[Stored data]
------------------------------------------------
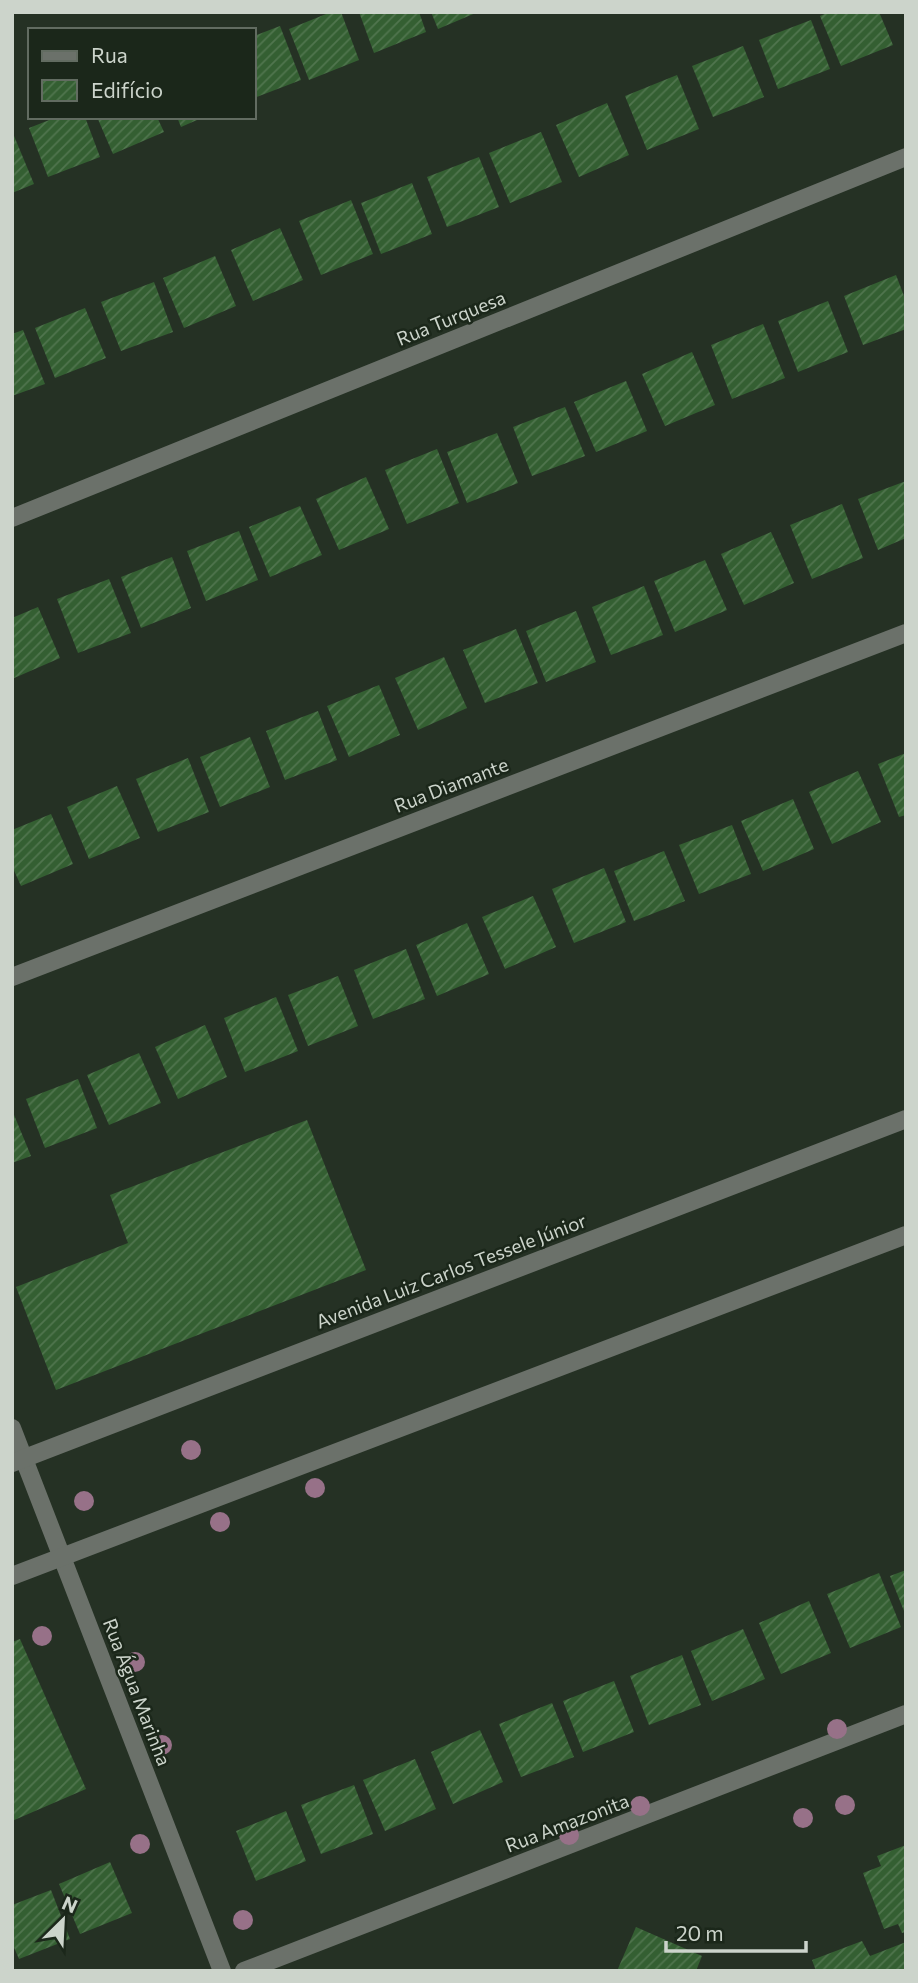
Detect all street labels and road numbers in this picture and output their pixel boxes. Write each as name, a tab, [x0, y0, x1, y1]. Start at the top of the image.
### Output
street label: Rua Turquesa	[393, 285, 509, 350]
street label: Rua Diamante	[390, 752, 511, 817]
street label: Avenida Luiz Carlos Tessele Júnior	[312, 1208, 590, 1333]
street label: Rua Água Marinha	[99, 1615, 176, 1769]
street label: Rua Amazonita	[502, 1788, 632, 1857]

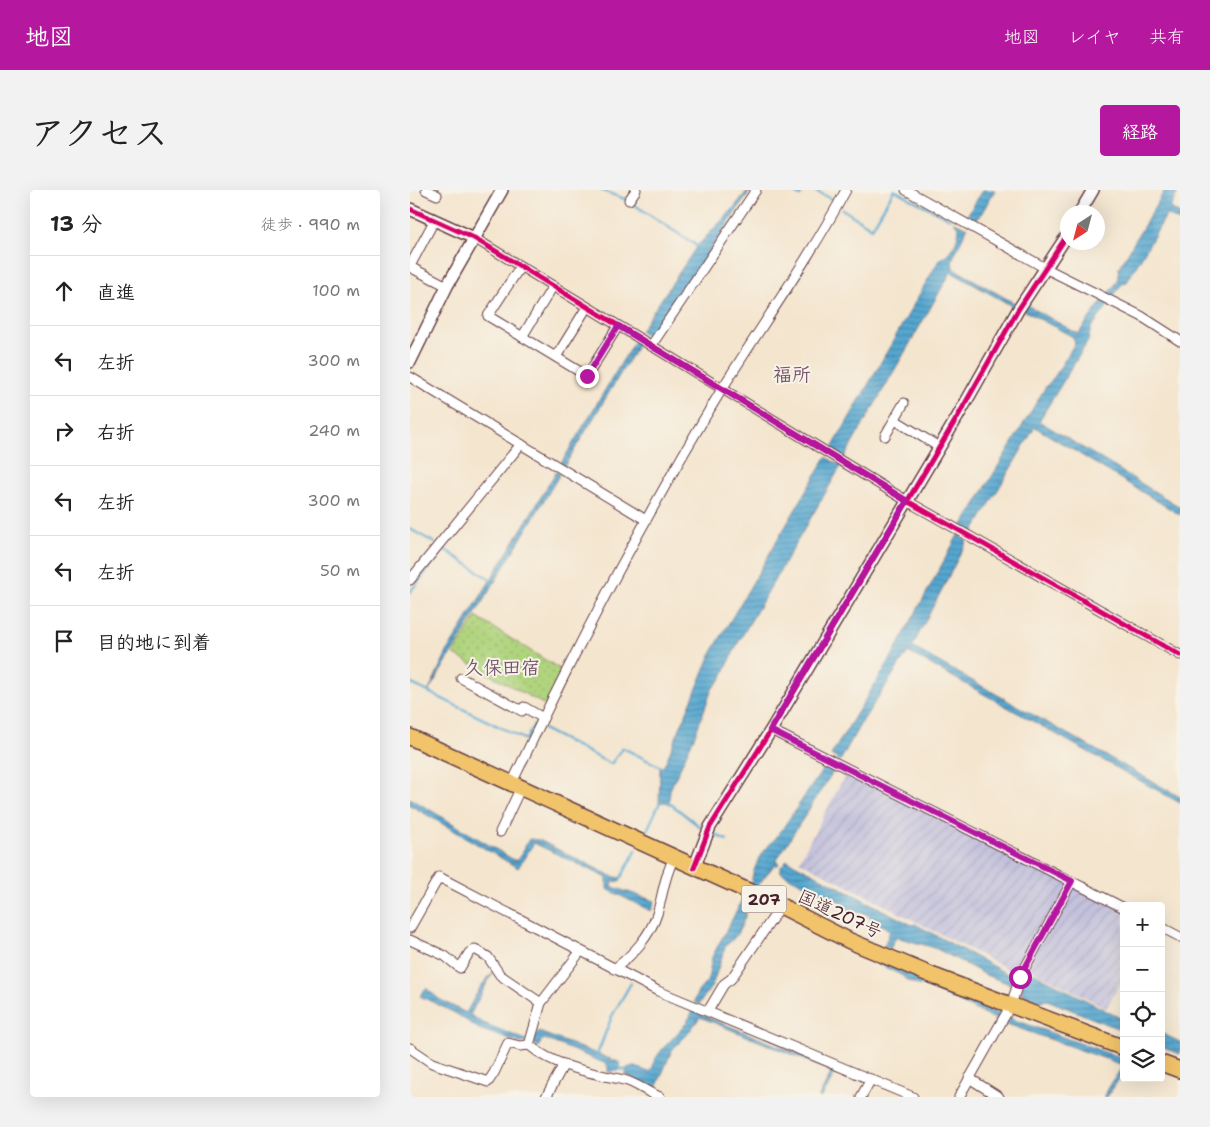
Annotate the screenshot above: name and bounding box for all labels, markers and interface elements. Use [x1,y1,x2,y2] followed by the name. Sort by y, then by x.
[25,21,73,53] text: 地図
[1004,25,1040,49] text: 地図
[1068,25,1121,49] text: レイヤ
[1149,25,1185,49] text: 共有
[1100,105,1180,156] button: 経路
[30,109,168,156] text: アクセス
[1060,205,1105,250] north arrow
[50,210,102,238] text: 13 分
[261,214,360,235] text: 徒歩 · 990 m
[50,277,78,305] icon: ahead
[97,280,135,305] text: 直進
[312,280,360,301] text: 100 m
[50,347,78,375] icon: left
[97,350,135,375] text: 左折
[308,350,360,371] text: 300 m
[773,362,811,387] district label: 福所
[576,365,599,388] route end
[50,417,78,445] icon: right
[97,420,135,445] text: 右折
[308,420,360,441] text: 240 m
[50,487,78,515] icon: left
[97,490,135,515] text: 左折
[308,490,360,511] text: 300 m
[50,557,78,585] icon: left
[97,560,135,585] text: 左折
[320,560,360,581] text: 50 m
[50,627,78,655] icon: arrive
[97,630,211,655] text: 目的地に到着
[464,655,540,680] district label: 久保田宿
[794,884,886,944] street label: 国道207号
[742,886,786,912] road number: 207
[1120,902,1165,1082] map controls
[1120,902,1165,947] button: +
[1120,947,1165,992] button: −
[1009,966,1032,989] route start
[1120,992,1165,1037] button: locate
[1120,1037,1165,1082] button: layers

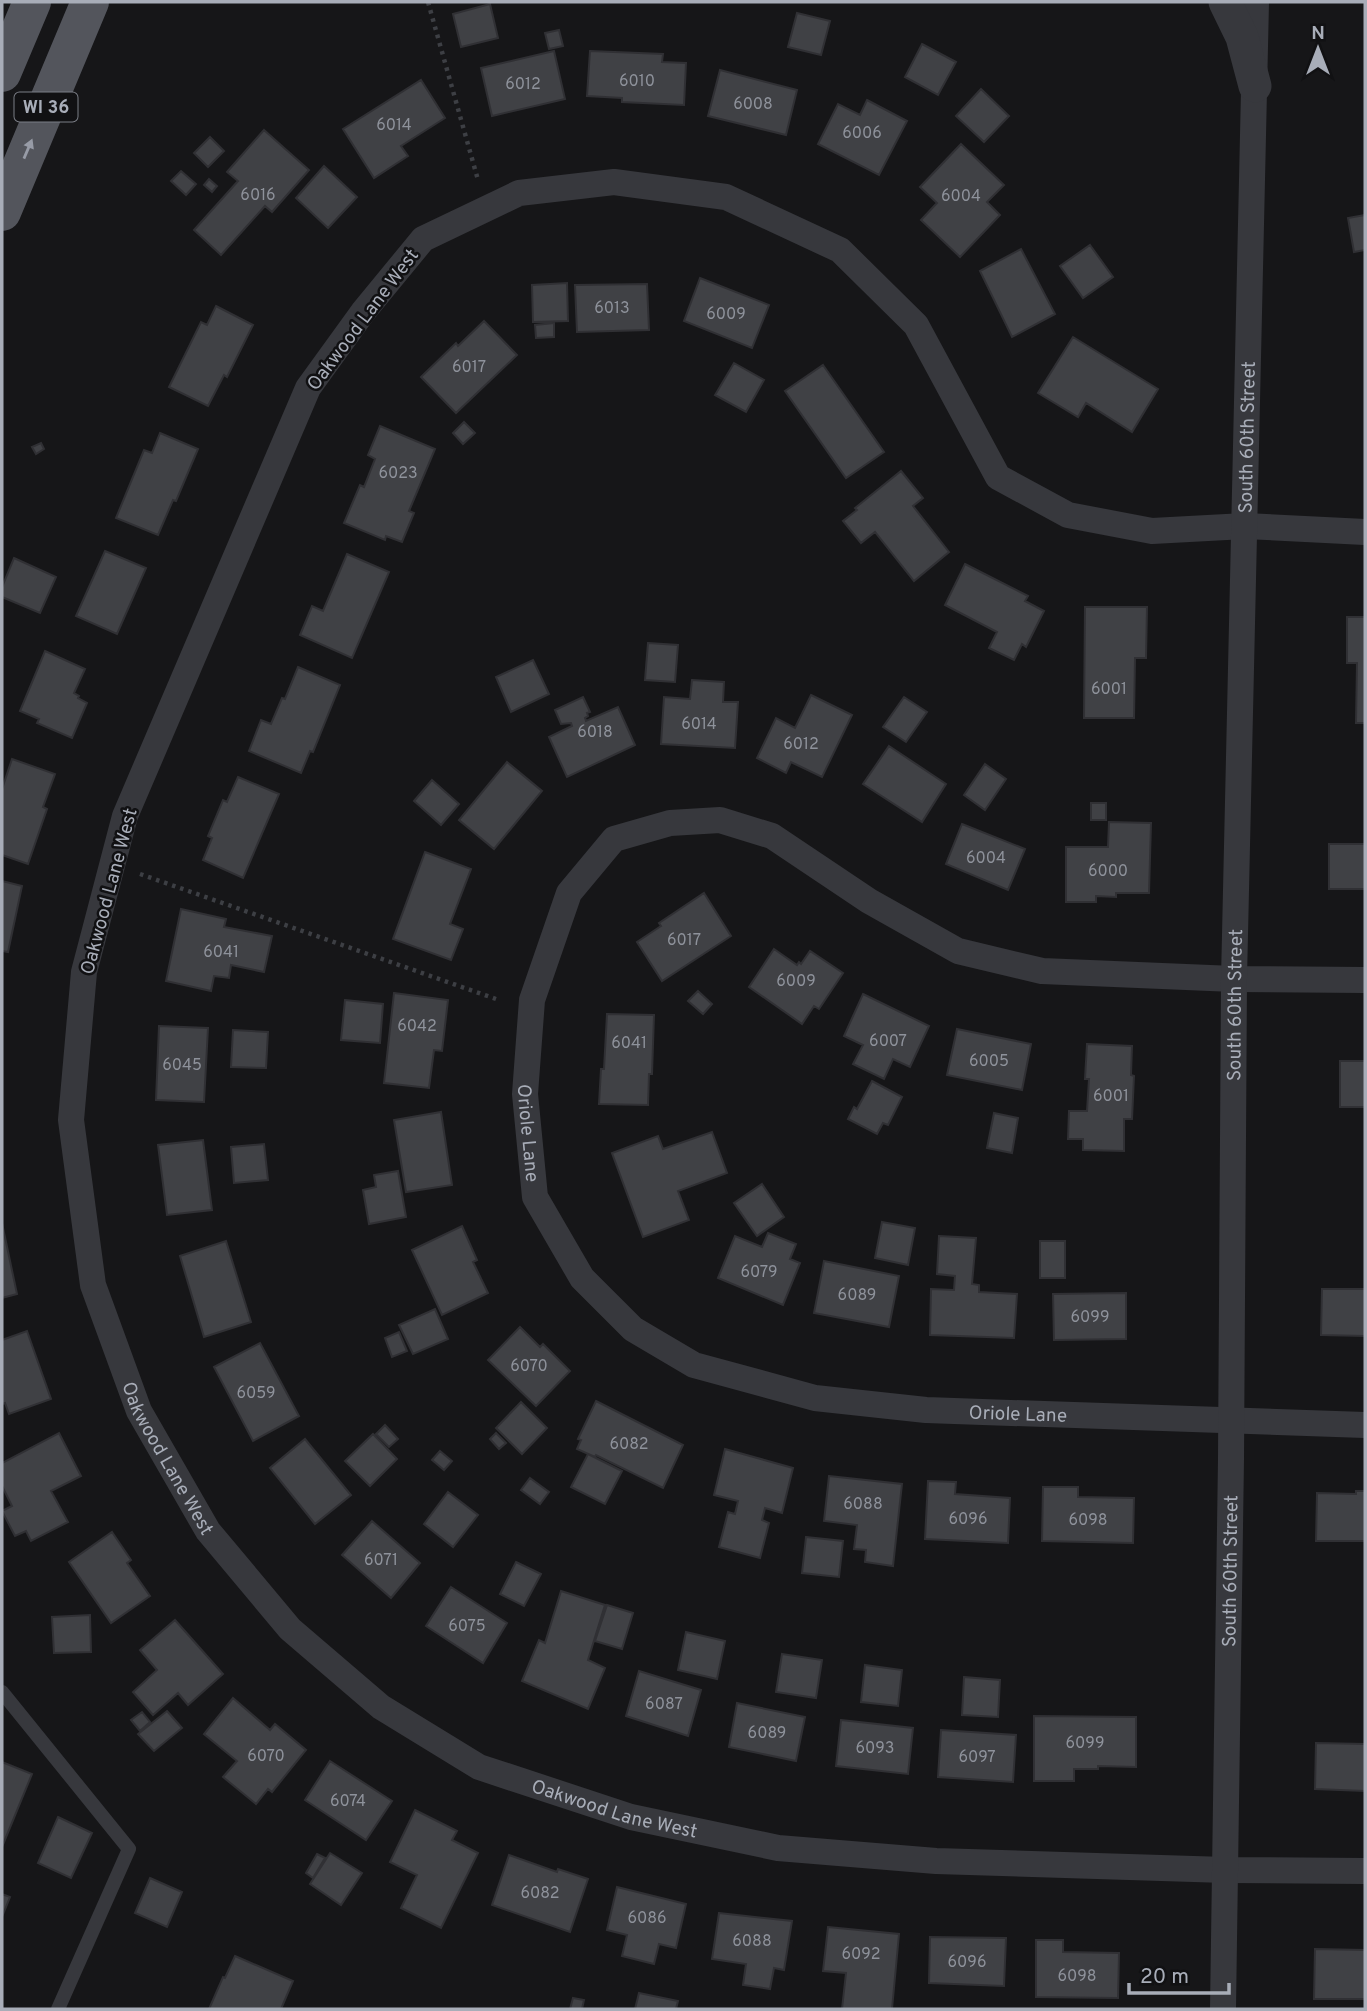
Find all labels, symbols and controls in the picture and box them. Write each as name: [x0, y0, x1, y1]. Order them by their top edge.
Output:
------------------------------------------------
▶ _TASK DESCRIPTION_: Show the lines of the data that hold the word "Write".

▶ _RESPONSE TO THIS TASK_:
Detect all street labels and road numbers in this picture and output their pixel boxes. Write each as name, a tab, [x0, y0, x1, y1]. Start at the top of the image.
Find all labels, symbols and controls in the picture and box them. Write each as name: [x0, y0, x1, y1]. Order them by their top edge.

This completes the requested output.